Dans l’ombre des frontières américaines, se dessine une histoire extraordinaire : celle de Mira, un chien devenu le nouvel héros des passages clandestins. Son destin a pris une tournure inattendue et son courage pourrait le mener jusqu’aux portes des États-Unis en août. Plongez dans le récit captivant de cette incroyable aventure à la frontière, où l’espoir et la détermination se confondent pour former une histoire à couper le souffle.
Une aide précieuse pour Noah
Les chiens Mira sont souvent perçus comme des miracles vivants, apportant un soutien précieux aux enfants autistes et à leur entourage. Pour Noah, un adolescent de Québec, son fidèle compagnon Ibiza est bien plus qu’un simple animal de compagnie. Elle est un pilier, calmant son anxiété et l’aidant à gérer les situations nouvelles.
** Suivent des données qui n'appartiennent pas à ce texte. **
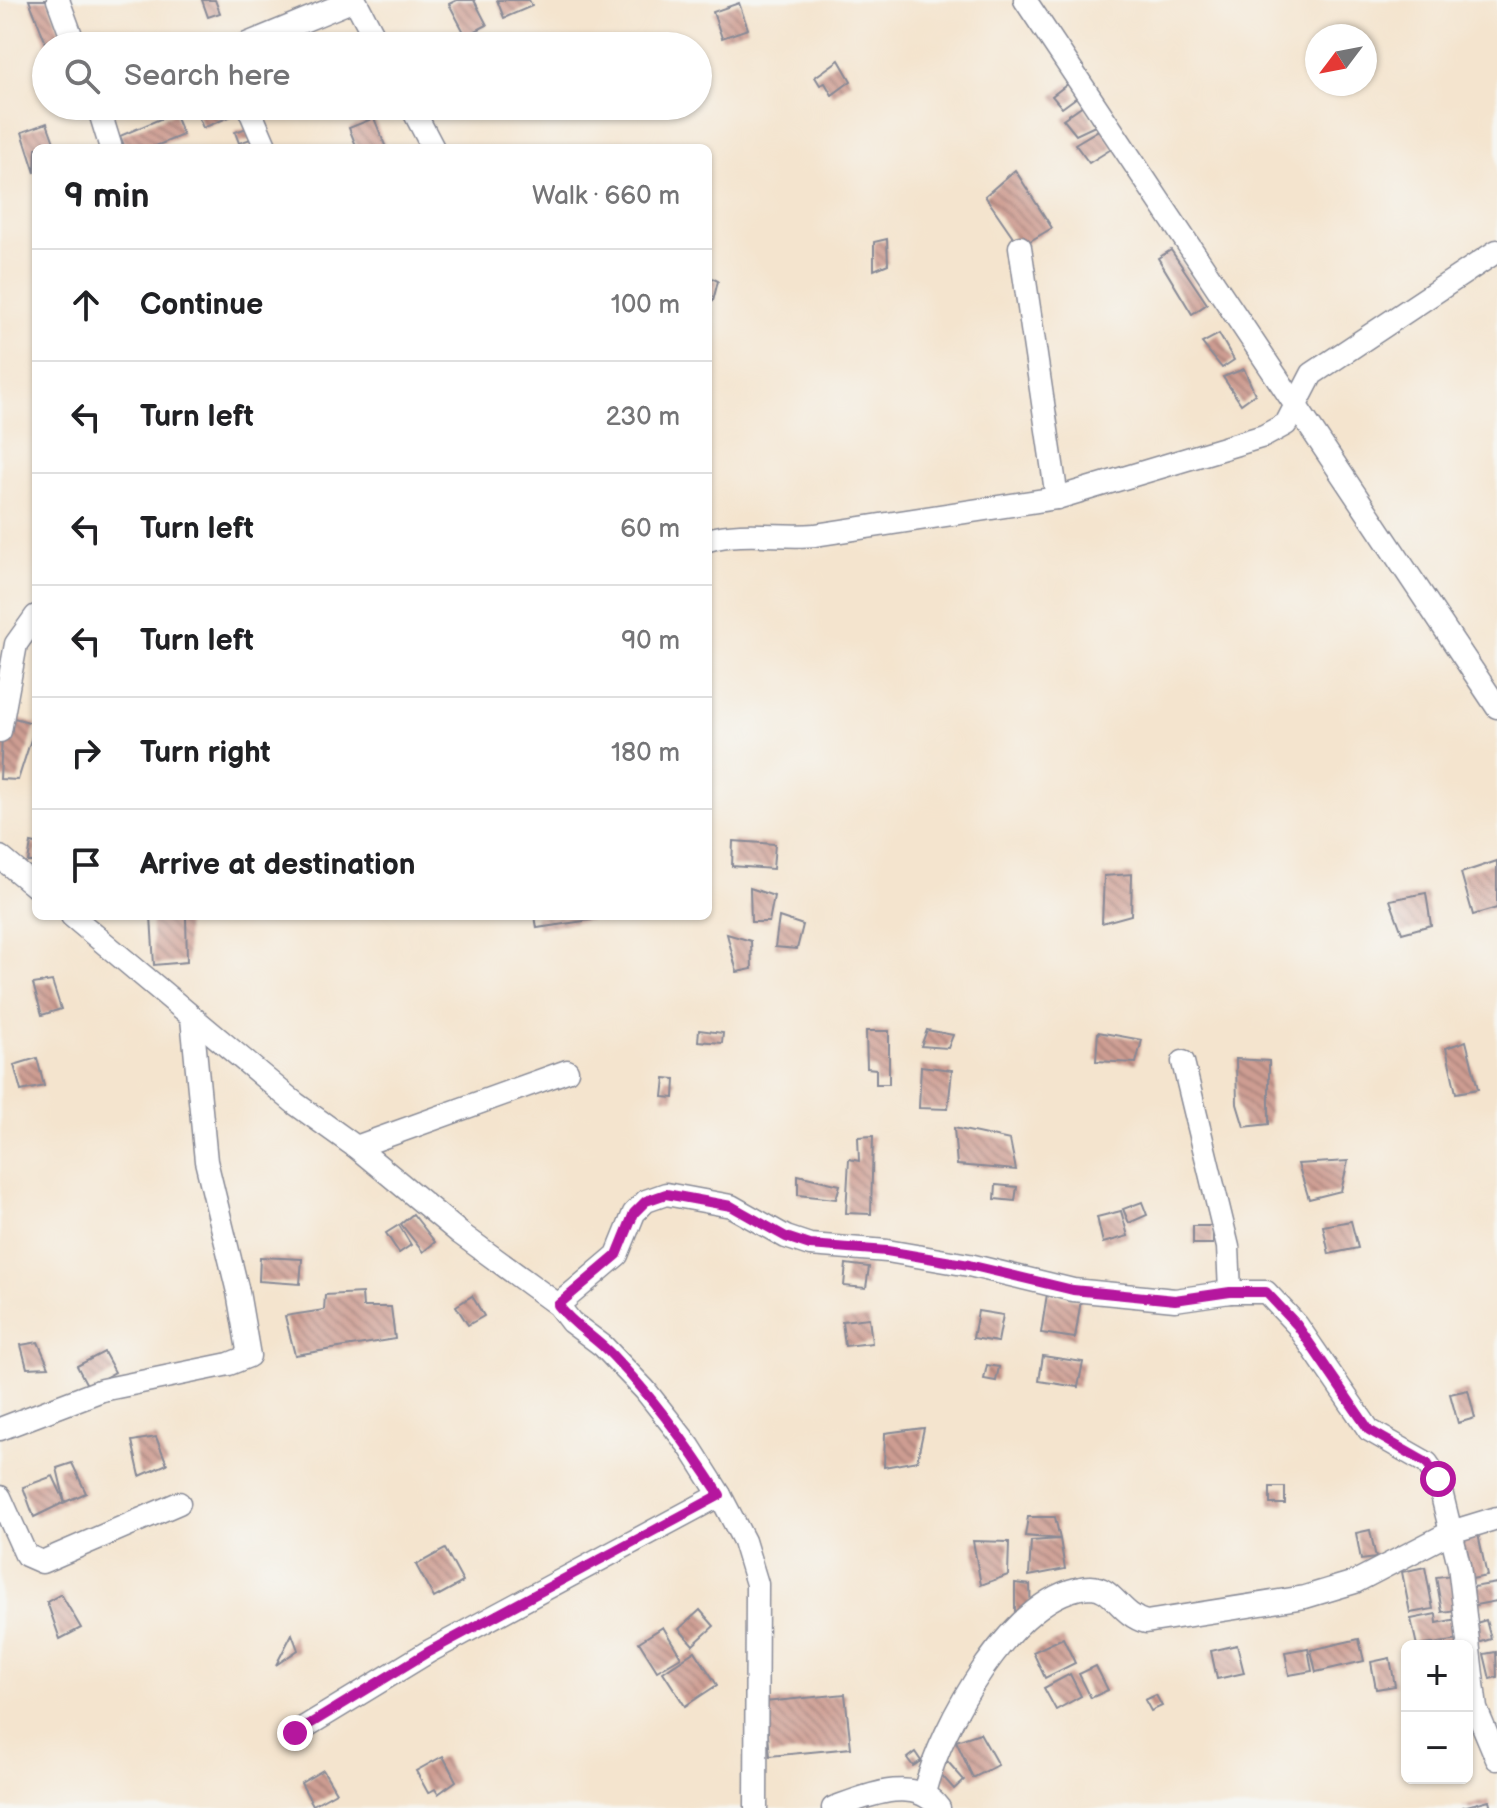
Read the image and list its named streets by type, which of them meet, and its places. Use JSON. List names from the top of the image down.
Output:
{
  "north": "bottom left",
  "page": {
    "search": "Search here",
    "heading": ["9 min", "Walk · 660 m"],
    "list": [
      ["Continue", "100 m"],
      ["Turn left", "230 m"],
      ["Turn left", "60 m"],
      ["Turn left", "90 m"],
      ["Turn right", "180 m"],
      "Arrive at destination"
    ],
    "map_buttons": ["+", "−"]
  }
}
La famille Hébert-Genest avait prévu de passer des vacances estivales sur les plages ensoleillées de la Caroline du Nord. Un plan parfait établi de longue date. Leur maison est réservée et ils attendent avec impatience le début d’août pour partir à l’aventure, Ibiza restant fidèle au poste aux côtés de Noah.
Des barrières bureaucratiques en travers du chemin
Mais cette année, de nouvelles réglementations américaines pourraient bouleverser leurs plans. À compter du 1er août, les chiens traversant la frontière américaine doivent répondre à plusieurs nouvelles exigences telles que :
- Être munis d’une micropuce.
- Avoir plus de six mois.
- Être vaccinés contre la rage.
- Posséder des documents validés par un vétérinaire, puis contresignés par un vétérinaire de l’Agence canadienne d’inspection des aliments (ACIA).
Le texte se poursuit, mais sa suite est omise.